# Activity
Whenever "strong" appears in a line, please copy that line from the data.

========================================

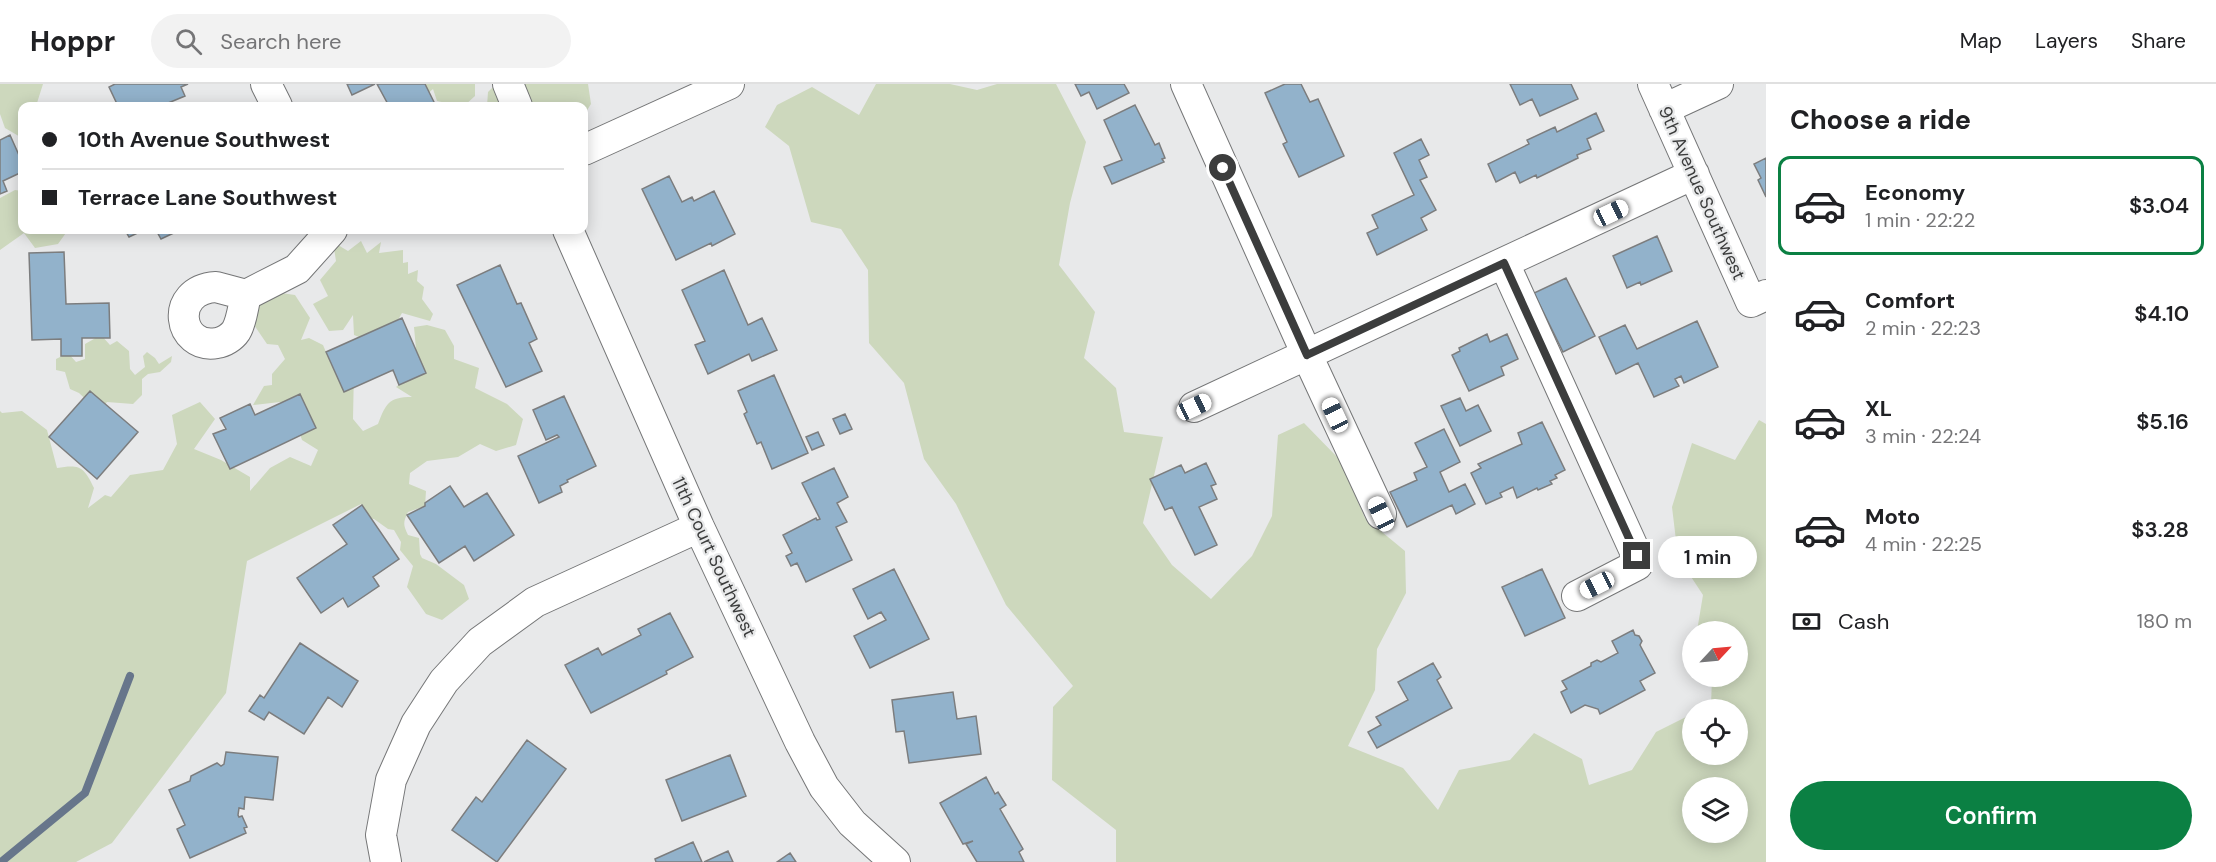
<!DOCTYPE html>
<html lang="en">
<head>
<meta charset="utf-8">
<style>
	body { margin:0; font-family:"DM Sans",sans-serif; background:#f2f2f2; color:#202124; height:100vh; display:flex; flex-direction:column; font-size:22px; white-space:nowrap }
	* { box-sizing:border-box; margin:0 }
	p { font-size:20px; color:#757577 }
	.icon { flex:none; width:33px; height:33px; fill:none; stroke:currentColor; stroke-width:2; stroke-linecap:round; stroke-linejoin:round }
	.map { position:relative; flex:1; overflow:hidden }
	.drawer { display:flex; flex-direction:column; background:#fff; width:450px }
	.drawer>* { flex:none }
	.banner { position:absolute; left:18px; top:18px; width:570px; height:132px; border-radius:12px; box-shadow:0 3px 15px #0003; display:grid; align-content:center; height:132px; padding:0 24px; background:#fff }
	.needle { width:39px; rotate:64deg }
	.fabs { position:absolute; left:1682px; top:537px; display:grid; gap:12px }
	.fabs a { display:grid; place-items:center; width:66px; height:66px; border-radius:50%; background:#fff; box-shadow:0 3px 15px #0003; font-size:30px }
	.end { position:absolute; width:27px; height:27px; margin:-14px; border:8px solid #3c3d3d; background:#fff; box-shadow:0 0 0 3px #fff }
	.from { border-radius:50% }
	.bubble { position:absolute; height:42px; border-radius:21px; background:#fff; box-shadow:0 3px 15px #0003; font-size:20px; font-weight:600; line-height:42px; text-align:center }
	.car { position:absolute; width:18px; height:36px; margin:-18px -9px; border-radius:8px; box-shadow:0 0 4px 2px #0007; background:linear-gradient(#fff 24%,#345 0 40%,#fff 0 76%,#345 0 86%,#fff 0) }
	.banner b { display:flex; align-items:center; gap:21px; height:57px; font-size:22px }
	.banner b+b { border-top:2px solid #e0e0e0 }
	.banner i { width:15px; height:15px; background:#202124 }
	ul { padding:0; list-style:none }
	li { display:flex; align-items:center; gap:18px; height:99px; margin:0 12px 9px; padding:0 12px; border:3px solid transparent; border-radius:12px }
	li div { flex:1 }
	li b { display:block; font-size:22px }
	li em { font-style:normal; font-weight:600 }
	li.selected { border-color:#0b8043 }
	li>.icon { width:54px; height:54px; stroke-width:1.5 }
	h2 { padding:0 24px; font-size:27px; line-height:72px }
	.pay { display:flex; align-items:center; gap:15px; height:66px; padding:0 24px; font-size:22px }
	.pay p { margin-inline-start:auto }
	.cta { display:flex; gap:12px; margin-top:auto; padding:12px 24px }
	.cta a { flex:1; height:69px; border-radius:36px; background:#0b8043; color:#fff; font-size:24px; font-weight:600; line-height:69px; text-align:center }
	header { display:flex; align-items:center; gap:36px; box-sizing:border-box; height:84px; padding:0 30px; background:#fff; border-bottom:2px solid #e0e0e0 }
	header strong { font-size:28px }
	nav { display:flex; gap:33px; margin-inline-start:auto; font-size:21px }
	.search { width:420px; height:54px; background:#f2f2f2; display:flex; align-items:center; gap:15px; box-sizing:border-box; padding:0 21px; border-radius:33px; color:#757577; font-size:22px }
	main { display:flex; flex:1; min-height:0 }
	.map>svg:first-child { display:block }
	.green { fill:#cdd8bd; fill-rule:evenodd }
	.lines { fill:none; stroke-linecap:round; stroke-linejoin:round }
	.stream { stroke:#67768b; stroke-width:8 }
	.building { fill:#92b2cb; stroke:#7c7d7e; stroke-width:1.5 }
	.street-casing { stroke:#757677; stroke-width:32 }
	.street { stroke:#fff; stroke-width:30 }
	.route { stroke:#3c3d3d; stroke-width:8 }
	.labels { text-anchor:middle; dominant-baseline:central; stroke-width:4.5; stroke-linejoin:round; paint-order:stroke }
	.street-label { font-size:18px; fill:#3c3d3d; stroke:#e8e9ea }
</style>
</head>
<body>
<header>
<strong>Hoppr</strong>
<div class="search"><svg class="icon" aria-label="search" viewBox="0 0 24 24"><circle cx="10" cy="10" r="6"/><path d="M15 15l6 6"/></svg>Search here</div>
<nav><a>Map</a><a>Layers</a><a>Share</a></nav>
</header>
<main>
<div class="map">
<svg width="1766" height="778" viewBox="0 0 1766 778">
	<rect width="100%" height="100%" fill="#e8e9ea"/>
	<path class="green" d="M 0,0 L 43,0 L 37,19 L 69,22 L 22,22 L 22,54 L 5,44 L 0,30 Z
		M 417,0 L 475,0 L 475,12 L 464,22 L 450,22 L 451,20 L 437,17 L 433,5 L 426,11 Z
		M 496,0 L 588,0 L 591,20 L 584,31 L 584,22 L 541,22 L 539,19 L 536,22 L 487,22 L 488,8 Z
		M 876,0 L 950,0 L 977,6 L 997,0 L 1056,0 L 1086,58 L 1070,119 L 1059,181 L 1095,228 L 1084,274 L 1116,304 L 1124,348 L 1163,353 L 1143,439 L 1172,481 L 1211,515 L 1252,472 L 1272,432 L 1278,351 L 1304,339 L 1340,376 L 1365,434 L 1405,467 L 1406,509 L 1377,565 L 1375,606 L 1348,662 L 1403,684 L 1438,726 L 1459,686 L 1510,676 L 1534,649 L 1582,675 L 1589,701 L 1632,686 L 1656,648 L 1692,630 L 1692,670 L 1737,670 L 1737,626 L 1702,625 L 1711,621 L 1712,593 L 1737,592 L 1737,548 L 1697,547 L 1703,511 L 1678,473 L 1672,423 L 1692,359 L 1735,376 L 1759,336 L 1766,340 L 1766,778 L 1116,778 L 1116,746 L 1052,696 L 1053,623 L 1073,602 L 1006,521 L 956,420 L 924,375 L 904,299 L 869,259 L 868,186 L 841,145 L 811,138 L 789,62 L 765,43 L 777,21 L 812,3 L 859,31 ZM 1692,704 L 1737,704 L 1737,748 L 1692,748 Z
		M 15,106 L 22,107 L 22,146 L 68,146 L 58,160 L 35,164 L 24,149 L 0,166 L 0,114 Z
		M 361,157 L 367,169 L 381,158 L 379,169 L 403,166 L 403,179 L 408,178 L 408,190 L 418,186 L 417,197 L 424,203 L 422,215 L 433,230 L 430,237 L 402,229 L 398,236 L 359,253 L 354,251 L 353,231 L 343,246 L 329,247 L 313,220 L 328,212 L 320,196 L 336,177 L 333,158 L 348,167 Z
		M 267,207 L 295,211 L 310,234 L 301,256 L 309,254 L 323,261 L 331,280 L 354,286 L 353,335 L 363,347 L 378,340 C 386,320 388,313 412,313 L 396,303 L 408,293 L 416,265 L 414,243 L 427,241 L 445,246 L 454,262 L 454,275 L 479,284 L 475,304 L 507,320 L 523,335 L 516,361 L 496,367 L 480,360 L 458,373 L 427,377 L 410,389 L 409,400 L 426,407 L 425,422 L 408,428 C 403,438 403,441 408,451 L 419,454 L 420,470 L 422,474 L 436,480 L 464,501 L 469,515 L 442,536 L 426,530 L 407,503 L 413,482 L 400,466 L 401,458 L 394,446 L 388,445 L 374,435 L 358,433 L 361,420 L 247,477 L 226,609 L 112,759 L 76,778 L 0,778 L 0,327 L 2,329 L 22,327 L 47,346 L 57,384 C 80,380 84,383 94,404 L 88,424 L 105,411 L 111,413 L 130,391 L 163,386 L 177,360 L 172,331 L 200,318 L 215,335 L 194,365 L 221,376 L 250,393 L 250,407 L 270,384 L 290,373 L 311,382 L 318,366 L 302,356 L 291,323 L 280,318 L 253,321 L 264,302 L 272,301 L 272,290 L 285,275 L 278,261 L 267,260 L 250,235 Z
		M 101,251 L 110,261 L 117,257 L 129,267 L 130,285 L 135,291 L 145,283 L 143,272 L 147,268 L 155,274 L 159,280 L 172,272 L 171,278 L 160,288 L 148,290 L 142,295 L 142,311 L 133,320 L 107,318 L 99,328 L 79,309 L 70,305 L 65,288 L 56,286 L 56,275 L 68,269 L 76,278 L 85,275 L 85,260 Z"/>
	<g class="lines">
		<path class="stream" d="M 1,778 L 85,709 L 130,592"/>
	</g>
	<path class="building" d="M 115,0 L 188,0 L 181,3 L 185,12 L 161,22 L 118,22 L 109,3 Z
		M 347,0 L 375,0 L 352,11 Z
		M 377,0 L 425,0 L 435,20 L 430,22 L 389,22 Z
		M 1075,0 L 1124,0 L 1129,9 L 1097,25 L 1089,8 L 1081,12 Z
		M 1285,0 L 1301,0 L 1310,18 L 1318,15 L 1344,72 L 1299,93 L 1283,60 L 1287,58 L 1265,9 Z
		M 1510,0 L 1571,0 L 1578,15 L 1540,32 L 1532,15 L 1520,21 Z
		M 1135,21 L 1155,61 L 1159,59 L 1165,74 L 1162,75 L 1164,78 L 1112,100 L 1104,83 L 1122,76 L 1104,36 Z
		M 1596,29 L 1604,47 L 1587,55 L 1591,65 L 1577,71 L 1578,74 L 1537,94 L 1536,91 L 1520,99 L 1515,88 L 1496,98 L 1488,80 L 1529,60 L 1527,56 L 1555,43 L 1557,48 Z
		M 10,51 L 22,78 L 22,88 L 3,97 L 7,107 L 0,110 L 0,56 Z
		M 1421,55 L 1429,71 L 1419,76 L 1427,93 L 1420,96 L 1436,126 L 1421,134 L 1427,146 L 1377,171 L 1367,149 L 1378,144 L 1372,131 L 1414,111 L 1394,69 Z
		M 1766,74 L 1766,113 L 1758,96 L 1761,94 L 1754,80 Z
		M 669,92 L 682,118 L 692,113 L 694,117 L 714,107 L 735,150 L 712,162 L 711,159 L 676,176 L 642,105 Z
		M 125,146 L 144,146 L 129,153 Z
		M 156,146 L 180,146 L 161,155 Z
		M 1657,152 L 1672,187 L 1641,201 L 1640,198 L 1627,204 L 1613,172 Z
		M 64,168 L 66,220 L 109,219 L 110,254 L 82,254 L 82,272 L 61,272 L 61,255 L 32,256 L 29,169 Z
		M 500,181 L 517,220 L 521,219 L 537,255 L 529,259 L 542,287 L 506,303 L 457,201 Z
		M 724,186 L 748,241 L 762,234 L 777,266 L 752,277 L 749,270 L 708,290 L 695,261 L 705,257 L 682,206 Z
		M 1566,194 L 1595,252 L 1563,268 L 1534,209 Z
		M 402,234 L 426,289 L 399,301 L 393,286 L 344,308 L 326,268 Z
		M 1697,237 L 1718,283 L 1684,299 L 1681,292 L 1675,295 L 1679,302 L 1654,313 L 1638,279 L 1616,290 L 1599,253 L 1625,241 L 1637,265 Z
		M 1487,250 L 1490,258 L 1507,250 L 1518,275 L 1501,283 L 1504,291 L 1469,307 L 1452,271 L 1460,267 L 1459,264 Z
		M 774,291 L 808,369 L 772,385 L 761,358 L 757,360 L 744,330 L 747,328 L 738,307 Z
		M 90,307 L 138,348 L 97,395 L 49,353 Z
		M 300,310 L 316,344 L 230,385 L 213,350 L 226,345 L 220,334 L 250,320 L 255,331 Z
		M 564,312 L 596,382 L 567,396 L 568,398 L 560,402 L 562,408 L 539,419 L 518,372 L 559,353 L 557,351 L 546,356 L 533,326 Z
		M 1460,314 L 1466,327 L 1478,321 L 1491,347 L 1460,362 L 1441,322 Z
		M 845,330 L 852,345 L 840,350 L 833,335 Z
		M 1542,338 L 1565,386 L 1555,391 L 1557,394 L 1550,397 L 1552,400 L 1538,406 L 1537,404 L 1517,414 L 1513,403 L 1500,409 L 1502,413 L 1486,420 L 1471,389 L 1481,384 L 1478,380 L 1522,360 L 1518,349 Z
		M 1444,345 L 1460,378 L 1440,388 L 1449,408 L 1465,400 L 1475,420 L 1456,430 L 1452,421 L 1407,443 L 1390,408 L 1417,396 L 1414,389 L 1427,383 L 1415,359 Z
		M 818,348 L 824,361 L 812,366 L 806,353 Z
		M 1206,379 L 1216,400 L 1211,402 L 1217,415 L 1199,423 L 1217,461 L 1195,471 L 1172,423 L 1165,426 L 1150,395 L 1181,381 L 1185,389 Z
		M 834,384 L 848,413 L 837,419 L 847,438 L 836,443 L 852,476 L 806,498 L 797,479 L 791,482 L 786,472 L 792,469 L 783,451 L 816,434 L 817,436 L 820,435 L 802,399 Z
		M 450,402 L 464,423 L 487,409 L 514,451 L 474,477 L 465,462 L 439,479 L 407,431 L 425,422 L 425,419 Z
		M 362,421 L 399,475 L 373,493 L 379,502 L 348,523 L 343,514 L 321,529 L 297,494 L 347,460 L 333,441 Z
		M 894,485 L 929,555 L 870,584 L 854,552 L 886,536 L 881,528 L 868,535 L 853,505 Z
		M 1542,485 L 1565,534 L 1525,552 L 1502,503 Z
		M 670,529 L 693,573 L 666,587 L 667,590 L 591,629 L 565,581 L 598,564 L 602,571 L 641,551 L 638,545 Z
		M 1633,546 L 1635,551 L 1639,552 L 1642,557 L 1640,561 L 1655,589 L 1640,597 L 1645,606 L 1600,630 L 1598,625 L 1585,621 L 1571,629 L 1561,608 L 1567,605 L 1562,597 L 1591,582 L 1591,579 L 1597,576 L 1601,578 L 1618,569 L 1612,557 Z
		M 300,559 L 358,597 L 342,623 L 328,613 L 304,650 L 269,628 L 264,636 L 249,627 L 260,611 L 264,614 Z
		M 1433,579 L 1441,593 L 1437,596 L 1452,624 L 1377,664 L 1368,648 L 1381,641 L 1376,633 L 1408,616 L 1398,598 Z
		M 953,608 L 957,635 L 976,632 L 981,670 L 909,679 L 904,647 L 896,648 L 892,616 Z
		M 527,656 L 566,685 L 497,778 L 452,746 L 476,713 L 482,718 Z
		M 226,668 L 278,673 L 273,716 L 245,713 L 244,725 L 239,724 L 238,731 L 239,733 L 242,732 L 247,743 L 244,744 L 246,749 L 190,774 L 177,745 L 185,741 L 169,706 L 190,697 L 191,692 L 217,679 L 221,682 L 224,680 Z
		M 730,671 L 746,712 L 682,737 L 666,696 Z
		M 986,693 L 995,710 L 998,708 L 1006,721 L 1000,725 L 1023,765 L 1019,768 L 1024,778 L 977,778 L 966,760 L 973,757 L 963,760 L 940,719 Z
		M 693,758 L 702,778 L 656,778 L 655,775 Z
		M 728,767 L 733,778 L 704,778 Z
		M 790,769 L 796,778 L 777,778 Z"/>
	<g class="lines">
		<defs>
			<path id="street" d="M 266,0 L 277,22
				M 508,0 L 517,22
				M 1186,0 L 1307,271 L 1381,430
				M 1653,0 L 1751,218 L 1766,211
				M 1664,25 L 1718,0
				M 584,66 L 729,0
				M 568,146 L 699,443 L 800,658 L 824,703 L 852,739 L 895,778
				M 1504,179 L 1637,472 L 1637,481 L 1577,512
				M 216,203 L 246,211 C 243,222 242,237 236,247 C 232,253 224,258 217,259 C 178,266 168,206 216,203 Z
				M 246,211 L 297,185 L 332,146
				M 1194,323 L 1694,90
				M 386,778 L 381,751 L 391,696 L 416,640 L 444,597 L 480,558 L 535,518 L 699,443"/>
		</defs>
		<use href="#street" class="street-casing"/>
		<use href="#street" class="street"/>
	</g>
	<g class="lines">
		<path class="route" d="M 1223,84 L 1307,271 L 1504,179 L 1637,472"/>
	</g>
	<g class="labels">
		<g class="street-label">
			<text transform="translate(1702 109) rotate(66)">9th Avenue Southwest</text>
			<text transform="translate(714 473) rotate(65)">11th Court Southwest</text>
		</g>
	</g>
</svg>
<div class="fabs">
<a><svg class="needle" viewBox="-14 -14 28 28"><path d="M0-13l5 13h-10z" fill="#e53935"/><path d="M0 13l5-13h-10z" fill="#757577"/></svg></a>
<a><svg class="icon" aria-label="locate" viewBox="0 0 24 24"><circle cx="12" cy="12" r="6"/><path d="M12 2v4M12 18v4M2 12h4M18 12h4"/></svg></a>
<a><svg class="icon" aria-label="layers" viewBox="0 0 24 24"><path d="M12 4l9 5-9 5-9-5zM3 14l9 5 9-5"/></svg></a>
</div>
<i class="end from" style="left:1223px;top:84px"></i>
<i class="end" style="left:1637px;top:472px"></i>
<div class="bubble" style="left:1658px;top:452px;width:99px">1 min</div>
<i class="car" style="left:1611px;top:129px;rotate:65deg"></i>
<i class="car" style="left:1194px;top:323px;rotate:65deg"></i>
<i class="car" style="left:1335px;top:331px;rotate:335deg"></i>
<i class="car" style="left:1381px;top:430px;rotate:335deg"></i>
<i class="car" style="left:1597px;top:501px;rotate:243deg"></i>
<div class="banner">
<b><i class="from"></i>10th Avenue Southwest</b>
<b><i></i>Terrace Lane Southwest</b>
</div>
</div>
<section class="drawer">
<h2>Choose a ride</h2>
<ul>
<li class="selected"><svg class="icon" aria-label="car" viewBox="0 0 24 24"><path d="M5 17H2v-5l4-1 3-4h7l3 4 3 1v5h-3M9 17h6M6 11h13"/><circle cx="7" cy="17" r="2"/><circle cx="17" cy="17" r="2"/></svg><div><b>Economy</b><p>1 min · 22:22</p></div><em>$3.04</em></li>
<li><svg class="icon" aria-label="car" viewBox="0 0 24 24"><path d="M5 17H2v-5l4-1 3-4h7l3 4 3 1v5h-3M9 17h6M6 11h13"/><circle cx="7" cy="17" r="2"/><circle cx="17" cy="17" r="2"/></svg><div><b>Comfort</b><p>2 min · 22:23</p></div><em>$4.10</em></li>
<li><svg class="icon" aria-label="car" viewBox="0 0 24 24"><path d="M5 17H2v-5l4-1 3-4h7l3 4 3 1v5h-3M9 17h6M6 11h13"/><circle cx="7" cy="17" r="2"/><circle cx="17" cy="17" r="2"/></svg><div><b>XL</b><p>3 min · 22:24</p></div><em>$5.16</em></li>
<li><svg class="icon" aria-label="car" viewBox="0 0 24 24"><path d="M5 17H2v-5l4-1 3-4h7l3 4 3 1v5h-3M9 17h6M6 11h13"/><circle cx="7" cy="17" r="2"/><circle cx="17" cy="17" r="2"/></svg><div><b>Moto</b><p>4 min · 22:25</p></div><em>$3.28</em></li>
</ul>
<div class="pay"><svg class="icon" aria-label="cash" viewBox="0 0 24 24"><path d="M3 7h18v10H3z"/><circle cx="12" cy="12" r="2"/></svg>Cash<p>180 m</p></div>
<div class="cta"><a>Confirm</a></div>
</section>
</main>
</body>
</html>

========================================

# Task result
	header strong { font-size:28px }
<strong>Hoppr</strong>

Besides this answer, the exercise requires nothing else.